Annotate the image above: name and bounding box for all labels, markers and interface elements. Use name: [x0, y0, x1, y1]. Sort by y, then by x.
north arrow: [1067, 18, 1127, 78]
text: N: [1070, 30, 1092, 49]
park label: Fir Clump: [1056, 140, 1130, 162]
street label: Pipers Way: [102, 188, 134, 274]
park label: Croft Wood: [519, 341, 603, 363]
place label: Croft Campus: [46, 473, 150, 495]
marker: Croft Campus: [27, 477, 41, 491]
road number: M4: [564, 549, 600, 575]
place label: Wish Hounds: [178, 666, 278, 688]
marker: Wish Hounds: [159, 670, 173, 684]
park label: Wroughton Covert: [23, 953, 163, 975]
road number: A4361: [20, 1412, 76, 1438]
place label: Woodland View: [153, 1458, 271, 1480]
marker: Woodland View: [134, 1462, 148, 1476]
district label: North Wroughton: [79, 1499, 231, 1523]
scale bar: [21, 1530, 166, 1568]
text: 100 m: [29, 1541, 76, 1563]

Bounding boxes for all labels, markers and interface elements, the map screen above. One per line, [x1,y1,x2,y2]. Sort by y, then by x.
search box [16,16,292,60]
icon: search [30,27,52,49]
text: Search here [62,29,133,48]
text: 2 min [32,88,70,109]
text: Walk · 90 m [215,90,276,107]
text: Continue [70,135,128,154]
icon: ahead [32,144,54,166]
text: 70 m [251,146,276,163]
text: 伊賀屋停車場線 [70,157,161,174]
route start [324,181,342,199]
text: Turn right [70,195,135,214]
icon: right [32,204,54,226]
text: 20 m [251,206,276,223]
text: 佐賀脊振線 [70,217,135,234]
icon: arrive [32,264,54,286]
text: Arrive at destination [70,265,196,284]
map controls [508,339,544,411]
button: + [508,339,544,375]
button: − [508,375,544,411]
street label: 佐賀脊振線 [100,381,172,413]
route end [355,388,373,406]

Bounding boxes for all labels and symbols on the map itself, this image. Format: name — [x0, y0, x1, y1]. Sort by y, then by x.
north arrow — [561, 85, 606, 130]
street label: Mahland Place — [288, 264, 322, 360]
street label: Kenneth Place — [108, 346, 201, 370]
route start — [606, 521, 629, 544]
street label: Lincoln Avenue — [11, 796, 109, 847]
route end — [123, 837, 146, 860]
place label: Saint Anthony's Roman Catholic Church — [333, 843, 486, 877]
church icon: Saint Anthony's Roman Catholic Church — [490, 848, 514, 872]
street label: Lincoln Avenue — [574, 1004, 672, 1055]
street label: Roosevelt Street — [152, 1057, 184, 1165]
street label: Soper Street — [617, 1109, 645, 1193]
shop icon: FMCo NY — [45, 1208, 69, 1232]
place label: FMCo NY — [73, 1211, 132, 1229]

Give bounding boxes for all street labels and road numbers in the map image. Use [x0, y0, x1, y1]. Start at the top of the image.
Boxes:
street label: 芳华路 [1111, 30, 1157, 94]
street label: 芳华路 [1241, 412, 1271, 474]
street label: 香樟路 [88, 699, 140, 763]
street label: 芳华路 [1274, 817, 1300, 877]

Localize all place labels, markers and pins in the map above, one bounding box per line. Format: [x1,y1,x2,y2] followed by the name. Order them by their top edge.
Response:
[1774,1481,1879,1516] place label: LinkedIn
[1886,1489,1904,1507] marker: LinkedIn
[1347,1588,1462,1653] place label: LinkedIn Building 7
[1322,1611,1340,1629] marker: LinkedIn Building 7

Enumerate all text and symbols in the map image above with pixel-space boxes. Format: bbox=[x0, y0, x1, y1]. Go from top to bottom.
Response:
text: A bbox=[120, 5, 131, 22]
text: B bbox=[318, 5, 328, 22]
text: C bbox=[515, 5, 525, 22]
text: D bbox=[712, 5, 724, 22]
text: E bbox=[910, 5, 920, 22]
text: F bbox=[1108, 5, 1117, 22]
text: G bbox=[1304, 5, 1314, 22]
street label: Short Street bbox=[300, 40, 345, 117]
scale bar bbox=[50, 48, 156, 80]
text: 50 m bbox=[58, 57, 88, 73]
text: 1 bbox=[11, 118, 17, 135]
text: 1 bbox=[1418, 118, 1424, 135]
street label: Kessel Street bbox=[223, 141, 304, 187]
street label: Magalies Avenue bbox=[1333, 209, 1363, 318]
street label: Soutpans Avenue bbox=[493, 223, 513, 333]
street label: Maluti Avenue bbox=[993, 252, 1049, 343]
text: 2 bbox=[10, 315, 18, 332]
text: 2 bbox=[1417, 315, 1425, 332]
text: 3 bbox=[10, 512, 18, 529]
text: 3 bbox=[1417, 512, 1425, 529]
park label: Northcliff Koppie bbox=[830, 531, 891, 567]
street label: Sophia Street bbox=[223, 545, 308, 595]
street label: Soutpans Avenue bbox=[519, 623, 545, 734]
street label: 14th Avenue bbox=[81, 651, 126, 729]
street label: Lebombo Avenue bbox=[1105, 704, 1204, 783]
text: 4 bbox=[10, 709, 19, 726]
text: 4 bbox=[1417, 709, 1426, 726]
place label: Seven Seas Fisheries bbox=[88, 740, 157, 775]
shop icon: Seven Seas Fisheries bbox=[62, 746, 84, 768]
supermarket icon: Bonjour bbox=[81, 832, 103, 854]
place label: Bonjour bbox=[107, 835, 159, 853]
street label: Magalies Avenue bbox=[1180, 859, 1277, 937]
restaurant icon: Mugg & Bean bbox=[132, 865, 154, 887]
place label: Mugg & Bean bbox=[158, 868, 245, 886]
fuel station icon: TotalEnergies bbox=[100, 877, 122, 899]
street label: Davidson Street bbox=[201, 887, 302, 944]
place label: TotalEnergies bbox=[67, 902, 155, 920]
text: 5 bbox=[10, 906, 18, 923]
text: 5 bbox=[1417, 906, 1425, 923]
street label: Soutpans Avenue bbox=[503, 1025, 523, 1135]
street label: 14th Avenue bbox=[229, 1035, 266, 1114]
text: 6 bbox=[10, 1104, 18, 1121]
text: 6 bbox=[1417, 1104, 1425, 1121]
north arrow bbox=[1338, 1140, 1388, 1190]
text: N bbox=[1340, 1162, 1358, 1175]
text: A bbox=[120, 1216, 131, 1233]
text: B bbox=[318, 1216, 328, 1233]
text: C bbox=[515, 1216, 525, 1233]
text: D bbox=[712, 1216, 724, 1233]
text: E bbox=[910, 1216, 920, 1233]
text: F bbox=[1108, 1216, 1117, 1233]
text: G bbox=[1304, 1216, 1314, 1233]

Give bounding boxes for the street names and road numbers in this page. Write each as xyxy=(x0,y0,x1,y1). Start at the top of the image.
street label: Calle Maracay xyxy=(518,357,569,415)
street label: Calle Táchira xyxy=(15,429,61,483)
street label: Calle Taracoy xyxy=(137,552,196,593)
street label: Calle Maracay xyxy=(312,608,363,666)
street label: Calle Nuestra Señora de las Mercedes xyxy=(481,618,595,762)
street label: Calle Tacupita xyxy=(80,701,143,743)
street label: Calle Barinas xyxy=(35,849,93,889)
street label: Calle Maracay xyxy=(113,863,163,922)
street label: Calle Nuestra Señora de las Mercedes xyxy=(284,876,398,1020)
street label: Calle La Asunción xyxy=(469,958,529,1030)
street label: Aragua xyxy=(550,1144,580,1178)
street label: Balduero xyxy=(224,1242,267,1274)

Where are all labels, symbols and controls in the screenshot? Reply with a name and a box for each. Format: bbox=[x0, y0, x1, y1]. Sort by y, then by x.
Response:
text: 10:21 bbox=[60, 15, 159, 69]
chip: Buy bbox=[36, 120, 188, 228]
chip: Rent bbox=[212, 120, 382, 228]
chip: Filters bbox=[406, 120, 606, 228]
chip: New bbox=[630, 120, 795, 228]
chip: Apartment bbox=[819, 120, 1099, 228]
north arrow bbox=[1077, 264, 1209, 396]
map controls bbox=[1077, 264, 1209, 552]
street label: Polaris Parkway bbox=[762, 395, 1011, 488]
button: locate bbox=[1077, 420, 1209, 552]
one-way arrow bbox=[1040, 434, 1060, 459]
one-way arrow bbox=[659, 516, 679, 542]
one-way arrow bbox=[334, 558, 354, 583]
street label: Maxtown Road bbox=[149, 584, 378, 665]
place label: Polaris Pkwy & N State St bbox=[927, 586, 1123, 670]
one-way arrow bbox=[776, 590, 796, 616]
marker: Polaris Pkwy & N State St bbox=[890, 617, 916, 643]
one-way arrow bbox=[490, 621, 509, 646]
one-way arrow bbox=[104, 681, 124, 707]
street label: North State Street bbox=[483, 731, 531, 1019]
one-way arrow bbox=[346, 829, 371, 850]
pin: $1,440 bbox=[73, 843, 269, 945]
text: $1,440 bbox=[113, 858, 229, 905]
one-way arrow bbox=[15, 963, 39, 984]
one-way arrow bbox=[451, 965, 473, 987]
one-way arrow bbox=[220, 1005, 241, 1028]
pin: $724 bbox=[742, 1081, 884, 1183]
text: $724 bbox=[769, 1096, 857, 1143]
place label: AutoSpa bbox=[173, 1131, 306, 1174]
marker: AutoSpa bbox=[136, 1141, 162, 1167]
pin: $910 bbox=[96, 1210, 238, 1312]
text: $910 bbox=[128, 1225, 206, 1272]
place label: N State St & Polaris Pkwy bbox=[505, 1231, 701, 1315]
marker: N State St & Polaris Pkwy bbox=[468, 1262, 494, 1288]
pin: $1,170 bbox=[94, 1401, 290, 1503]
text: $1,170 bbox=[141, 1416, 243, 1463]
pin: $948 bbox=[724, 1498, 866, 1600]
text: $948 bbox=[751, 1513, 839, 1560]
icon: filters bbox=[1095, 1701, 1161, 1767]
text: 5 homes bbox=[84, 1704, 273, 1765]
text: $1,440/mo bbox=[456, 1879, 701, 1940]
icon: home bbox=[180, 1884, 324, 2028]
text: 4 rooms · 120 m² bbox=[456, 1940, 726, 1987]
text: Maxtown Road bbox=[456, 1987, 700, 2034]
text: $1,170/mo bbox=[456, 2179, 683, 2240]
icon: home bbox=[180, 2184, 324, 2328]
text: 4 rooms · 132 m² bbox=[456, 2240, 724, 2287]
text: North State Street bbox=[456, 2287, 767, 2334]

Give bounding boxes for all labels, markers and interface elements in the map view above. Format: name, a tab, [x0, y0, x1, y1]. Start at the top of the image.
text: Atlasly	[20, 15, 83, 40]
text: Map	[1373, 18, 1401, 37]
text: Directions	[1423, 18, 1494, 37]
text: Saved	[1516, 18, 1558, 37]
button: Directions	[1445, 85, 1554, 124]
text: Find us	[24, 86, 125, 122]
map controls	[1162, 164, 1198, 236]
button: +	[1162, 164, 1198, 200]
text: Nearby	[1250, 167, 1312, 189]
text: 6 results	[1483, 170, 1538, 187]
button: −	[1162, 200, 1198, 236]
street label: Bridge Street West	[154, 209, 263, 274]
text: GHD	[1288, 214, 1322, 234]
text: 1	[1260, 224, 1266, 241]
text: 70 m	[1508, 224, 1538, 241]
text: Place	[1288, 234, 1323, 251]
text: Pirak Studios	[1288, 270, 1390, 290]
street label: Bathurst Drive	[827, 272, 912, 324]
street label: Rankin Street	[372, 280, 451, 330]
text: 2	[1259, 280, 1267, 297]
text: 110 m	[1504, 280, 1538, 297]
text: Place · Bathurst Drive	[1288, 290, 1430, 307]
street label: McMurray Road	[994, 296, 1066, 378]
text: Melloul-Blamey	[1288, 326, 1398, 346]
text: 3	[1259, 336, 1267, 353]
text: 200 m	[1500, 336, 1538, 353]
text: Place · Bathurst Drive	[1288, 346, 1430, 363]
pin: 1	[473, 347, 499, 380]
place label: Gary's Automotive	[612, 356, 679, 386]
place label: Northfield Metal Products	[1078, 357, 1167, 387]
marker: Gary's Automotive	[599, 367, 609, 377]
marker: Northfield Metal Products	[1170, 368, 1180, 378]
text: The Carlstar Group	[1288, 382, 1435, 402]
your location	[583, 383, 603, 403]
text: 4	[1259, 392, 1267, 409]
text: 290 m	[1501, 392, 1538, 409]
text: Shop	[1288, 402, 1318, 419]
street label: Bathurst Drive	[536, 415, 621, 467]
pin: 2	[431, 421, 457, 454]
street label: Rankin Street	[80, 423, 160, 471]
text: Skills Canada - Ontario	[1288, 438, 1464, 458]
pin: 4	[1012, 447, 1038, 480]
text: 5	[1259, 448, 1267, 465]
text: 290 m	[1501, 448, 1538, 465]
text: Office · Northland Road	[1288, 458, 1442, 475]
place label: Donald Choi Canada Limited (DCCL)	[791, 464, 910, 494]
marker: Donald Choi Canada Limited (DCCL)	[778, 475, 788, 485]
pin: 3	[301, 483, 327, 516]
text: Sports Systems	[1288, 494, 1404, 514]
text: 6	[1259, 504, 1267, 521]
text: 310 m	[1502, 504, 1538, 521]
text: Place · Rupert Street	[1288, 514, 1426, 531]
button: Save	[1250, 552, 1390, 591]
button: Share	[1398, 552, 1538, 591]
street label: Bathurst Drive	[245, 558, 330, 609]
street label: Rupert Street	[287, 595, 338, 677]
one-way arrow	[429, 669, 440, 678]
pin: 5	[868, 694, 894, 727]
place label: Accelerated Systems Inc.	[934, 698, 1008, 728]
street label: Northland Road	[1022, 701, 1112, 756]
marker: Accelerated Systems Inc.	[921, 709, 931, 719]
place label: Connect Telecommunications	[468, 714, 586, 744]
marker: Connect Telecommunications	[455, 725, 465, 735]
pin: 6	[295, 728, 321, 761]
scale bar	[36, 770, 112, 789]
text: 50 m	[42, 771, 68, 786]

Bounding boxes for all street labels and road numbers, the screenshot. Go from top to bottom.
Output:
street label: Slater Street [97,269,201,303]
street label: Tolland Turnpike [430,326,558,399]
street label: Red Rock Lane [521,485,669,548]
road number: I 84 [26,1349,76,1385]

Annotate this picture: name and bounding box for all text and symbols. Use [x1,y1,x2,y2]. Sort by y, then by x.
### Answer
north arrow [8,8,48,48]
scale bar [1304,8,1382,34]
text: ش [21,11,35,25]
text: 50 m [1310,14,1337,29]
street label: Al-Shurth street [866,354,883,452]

TASK ITEM: Give back exactly the lines above, from the line containing "Give bounding boxes for all street" through the line containing "Enumerate all text", with both end lines and nothing more.

REPLY TO THE TASK:
Give bounding boxes for all street labels and road numbers in the map image. Use [x0, y0, x1, y1]. Start at the top of the image.
Boxes:
street label: 芳华路 [1111, 30, 1157, 94]
street label: 芳华路 [1241, 412, 1271, 474]
street label: 香樟路 [88, 699, 140, 763]
street label: 芳华路 [1274, 817, 1300, 877]

Localize all place labels, markers and pins in the map above, one bounding box per line. Format: [x1,y1,x2,y2] followed by the name. Order them by their top edge.
Response:
[1774,1481,1879,1516] place label: LinkedIn
[1886,1489,1904,1507] marker: LinkedIn
[1347,1588,1462,1653] place label: LinkedIn Building 7
[1322,1611,1340,1629] marker: LinkedIn Building 7

Enumerate all text and symbols in the map image above with pixel-space boxes. Format: bbox=[x0, y0, x1, y1]. Go from top to bottom.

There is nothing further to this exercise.